7. Practice authenticity

This sterling quality of authenticity is all about balance: You can act on what’s important to you, honor others, and meet them as equals. This means knowing and respecting yourself enough to make choices that reflect your deepest-held priorities and finding ways – kindly, gently – to tell the truth. This, of course, is a process you can fill a lifetime with, not a one-day self-improvement project. Start by looking at areas of your life that line up with your values, and places that don’t. The things that save this trait from becoming a “but enough about you, let’s talk about me” ego-fest are a group of brilliant brain cells called mirror neurons.

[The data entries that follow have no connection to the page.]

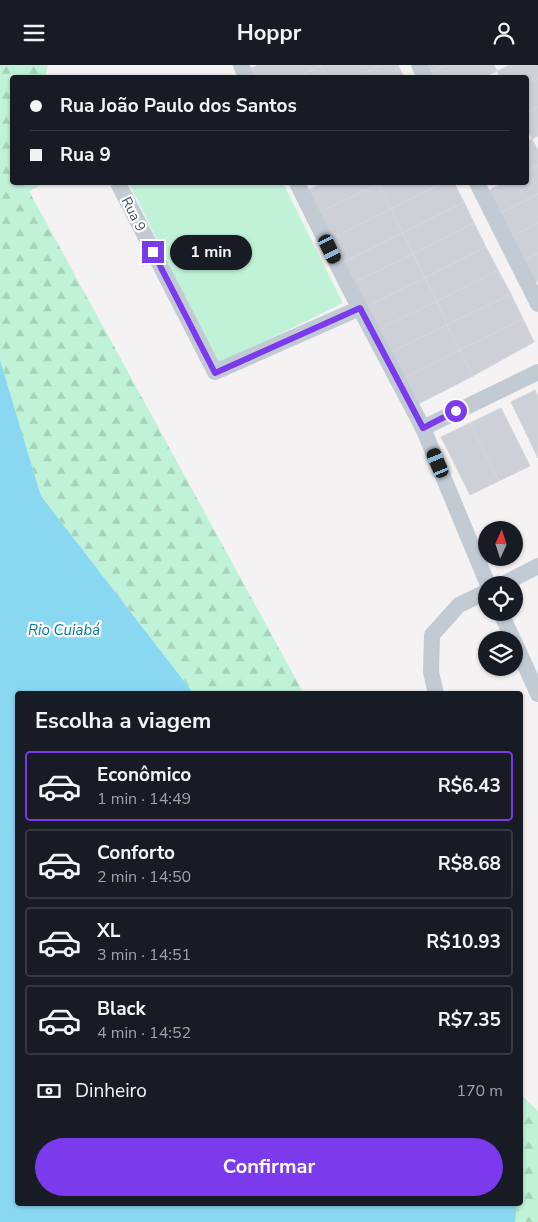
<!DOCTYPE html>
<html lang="pt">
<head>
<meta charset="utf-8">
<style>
	:root { --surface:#171b24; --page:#242831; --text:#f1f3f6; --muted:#9ea1a6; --line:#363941; --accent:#7c3aed }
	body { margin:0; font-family:"Nunito Sans",sans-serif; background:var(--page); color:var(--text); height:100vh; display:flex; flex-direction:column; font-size:19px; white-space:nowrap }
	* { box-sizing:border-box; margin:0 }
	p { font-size:16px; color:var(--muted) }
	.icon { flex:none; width:28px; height:28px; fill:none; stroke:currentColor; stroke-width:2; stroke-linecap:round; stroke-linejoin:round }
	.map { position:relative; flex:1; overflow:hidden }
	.drawer { position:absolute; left:15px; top:626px; width:508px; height:515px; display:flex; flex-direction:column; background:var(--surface); border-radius:5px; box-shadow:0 1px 4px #0004 }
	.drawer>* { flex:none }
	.top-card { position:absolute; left:10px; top:10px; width:519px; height:110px; border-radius:5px; box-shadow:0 1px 4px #0004; display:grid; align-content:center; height:110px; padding:0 20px; background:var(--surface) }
	.needle { width:32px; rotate:3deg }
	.controls { position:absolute; left:478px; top:456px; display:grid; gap:10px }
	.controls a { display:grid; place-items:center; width:45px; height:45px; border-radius:50%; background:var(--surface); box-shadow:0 1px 4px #0004; font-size:25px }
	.end { position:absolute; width:22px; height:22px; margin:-11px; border:6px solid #7c3aed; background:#fff; box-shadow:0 0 0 2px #fff }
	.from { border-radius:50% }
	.bubble { position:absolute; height:35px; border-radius:18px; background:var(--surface); box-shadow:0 1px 4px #0004; font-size:16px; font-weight:700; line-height:35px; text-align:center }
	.car { position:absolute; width:15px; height:30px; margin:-15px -8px; border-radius:6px; box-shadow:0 0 4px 1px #0007; background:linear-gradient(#222 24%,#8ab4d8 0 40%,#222 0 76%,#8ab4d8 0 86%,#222 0) }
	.top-card b { display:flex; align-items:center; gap:18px; height:48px; font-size:19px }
	.top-card b+b { border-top:1px solid var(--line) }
	.top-card i { width:12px; height:12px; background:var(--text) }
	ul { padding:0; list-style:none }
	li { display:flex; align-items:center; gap:15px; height:70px; margin:0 10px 8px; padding:0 10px; border:2px solid var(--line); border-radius:5px }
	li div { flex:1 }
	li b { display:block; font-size:19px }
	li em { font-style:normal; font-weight:700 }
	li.on { border-color:var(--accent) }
	li>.icon { width:45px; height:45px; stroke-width:1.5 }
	h2 { padding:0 20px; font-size:22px; line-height:60px }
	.pay { display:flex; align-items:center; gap:12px; height:55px; padding:0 20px; font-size:19px }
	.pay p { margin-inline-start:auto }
	.primary-button { display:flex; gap:10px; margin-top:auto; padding:10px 20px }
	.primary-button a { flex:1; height:58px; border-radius:30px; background:var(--accent); color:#fff; font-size:20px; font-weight:700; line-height:58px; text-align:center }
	header { display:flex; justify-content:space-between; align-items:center; height:65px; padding:0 20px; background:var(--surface); font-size:22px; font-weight:700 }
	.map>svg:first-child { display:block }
	.forest { fill:url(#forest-firs) }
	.pitch { fill:#bff2d6 }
	.water { fill:#8ad7f2 }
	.building { fill:#cdd0d6; stroke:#d5d7dd }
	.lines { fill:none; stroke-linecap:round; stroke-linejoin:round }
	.minor { stroke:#c2cbd4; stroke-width:16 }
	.route { stroke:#7c3aed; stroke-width:6 }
	.labels { text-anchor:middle; stroke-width:4.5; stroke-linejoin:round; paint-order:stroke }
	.street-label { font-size:14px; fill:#485461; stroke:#fff }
	.water-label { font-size:15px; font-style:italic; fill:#057da6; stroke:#fff }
</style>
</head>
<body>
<header><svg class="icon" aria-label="menu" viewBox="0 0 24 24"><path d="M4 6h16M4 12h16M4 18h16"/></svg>Hoppr<svg class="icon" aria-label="person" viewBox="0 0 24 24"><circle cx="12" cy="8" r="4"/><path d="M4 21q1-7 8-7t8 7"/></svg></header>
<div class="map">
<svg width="538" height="1157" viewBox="0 0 538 1157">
	<defs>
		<pattern id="forest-firs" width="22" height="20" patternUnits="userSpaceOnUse" patternTransform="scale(1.25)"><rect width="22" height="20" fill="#bff2d6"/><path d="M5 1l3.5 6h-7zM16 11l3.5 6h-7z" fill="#a6d1ba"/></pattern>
	</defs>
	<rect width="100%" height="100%" fill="#f4f2f2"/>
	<g class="forest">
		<path d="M0 0H48L45 12H12V118H45L29 126 304 629H194L41 431 0 295Z"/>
		<path d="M520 1029 538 1046V1157H515L517 1139H520L522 1082 520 1081Z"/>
	</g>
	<path class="pitch" d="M129 118H283L343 238 218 299Z"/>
	<path class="water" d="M0 295 41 431 194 629H18V1139H517L515 1157H0Z"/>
	<g class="building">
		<path d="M258 0H321V1L298 12H248L245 6Z"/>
		<path d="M324 0H381L356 12H327L321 1Z"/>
		<path d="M381 0H398L404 12H356Z"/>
		<path d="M423 0H447L427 9Z"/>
		<path d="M447 0H494L497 6 483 12H429L427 9Z"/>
		<path d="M510 0H538V14L526 19V12H500L497 6Z"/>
		<path d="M321 1 327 12H298Z"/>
		<path d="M538 14V42L526 48V19Z"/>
		<path d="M538 42V71L532 74 526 62V48Z"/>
		<path d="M532 74 538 85V100L526 106V77Z"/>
		<path d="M538 100V129L496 150 485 127 503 118H526V106Z"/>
		<path d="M324 118H378L379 119 316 149 305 126Z"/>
		<path d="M382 118H443L391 144 379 119Z"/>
		<path d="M443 118H454L464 137 403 168 391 144Z"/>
		<path d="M379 119 391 144 329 175 316 149Z"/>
		<path d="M538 129V158L509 173 496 150Z"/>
		<path d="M464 137 474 158 413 189 403 168Z"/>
		<path d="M391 144 403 168 341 199 329 175Z"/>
		<path d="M474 158 486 182 425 213 413 189Z"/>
		<path d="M538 158V188L520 197 509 173Z"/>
		<path d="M403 168 413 189 351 219 341 199Z"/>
		<path d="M486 182 498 205 437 236 425 213Z"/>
		<path d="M538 188V216L531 219 520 197Z"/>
		<path d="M413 189 425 213 364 243 351 219Z"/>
		<path d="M498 205 511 229 447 260 437 236Z"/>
		<path d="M425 213 437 236 375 266 364 243Z"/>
		<path d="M511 229 523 254 460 285 447 260Z"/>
		<path d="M437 236 447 260 387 289 375 266Z"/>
		<path d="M523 254 534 277 473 311 460 285Z"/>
		<path d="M447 260 460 285 400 315 387 289Z"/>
		<path d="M460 285 473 311 414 341 400 315Z"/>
		<path d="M535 325 538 331V393L511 337Z"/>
		<path d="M501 343 530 401 499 416 470 358Z"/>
		<path d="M470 358 499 416 470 430 441 372Z"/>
	</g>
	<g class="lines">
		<g class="minor">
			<path d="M241 0 246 12"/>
			<path d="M419 0 425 12"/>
			<path d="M118 118 215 307 360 243"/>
			<path d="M297 118 346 217 423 363 488 520"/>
			<path d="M477 118 538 239"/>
			<path d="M423 363 538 307"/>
			<path d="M501 520 538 501"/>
			<path d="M501 548 513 575"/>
			<path d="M514 576 538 629"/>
			<path d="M436 629 431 607 432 570 459 540 486 527"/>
		</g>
	</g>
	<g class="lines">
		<path class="route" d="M153 187 215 308 360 243 423 363 456 346"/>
	</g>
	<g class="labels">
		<g class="street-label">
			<text transform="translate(134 149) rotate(63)" y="5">Rua 9</text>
		</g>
		<g class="water-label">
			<text x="64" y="570">Rio Cuiabá</text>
		</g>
	</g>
</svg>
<div class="controls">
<a><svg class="needle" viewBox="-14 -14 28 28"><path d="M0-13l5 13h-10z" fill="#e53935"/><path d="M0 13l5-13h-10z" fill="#9ea1a6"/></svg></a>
<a><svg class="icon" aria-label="locate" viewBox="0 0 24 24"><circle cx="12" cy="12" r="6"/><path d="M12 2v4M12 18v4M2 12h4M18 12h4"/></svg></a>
<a><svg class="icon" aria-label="layers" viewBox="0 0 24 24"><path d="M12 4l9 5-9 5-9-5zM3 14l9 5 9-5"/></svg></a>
</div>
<i class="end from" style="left:456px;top:346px"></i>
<i class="end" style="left:153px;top:187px"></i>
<div class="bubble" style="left:170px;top:170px;width:82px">1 min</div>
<i class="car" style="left:330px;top:184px;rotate:154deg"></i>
<i class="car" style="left:438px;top:398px;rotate:337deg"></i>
<div class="top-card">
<b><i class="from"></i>Rua João Paulo dos Santos</b>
<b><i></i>Rua 9</b>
</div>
<section class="drawer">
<h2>Escolha a viagem</h2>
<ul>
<li class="on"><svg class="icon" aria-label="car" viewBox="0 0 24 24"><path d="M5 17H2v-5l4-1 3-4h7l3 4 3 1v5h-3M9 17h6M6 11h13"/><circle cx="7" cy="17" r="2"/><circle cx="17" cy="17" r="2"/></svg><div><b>Econômico</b><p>1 min · 14:49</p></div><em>R$6.43</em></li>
<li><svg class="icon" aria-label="car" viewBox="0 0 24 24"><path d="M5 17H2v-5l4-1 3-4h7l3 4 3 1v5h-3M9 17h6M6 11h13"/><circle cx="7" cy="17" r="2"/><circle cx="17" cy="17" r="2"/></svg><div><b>Conforto</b><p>2 min · 14:50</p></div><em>R$8.68</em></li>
<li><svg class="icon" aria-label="car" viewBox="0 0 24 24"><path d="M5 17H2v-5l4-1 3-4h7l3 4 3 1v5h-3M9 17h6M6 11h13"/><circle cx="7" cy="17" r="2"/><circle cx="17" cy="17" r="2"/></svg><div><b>XL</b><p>3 min · 14:51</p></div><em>R$10.93</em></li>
<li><svg class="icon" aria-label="car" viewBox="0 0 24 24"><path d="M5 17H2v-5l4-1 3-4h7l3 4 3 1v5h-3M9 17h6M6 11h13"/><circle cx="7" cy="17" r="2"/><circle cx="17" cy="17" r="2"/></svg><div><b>Black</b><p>4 min · 14:52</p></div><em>R$7.35</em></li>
</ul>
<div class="pay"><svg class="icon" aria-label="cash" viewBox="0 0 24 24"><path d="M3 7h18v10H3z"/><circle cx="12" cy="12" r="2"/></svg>Dinheiro<p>170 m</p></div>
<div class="primary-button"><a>Confirmar</a></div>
</section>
</div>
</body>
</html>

They’re the reason why you yawn when your partner yawns or why you feel cold when your kid goes outside in the winter with only a sweatshirt on. The great thing about mirror neurons is that they practically ensure human connection by creating empathy. Noticing and acting on these shared feelings is a blueprint for friendship and community. It is authenticity in action. And by extension, the truest form of beauty there is.